HARLEM SHUFFLE -- Whatever happened to Ralph Bakshi, the self-styled bad boy of the cartoon world? He's gone to videoland, where he wrote and directed this ``music zap'' for theaters, starring the Rolling Stones and treading a treacherously thin line between racial awareness and racial stereotyping. (Not rated)

THE HITCHER -- A teen-age boy locks horns with a mad killer on the open road. Robert Harmon directed this nasty thriller, which veers between the suspenseful, the pretentious, and the bloodthirsty. (Rated R)

JUST BETWEEN FRIENDS -- Two women meet in an exercise class and become good friends, only to discover that Holly's husband and Sandy's lover are one and the same man. Why stay home and watch afternoon TV when you can pay good money to see the same stuff at your neighborhood cinema? Earnestly written and directed by Allan Burns. (Rated PG-13)
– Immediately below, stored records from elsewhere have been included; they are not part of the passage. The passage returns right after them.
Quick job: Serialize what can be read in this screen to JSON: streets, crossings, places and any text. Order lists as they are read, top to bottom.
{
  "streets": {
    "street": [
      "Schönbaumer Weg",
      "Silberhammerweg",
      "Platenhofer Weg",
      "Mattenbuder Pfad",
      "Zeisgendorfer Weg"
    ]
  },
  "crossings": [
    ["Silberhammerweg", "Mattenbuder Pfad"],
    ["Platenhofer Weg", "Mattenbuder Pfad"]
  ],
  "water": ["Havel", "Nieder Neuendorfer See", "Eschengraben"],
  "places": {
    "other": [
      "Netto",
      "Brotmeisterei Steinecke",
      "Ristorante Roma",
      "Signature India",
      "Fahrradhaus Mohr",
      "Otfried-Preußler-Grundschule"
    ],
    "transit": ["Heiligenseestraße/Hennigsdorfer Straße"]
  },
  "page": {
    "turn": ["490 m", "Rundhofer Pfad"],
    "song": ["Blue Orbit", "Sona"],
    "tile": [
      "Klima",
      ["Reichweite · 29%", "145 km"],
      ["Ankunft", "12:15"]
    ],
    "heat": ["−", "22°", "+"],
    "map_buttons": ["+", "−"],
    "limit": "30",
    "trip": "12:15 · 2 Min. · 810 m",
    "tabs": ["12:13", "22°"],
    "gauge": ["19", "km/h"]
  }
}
THE MONEY PIT -- ``Steven Spielberg presents'' this strenuous, not-so-funny farce about a couple who buy a lemon disguised as a house. Directed by Richard Benjamin with more energy than wit. (Rated PG)

THE QUIET EARTH -- A research scientist wakes up one morning to find virtually every living thing vanished from New Zealand and everywhere else; and it's partly his fault, since he was working on the top-secret ``Project Flashlight'' that caused the disaster. The story makes valid points about scientific and military hubris. But it's hard to take the picture's high-mindedness very seriously when the next-to-last people on earth turn out to be a young woman with Hollywood-style sex appeal and a macho aborigine to complete the triangle. Directed by Geoff Murphy. (Rated R)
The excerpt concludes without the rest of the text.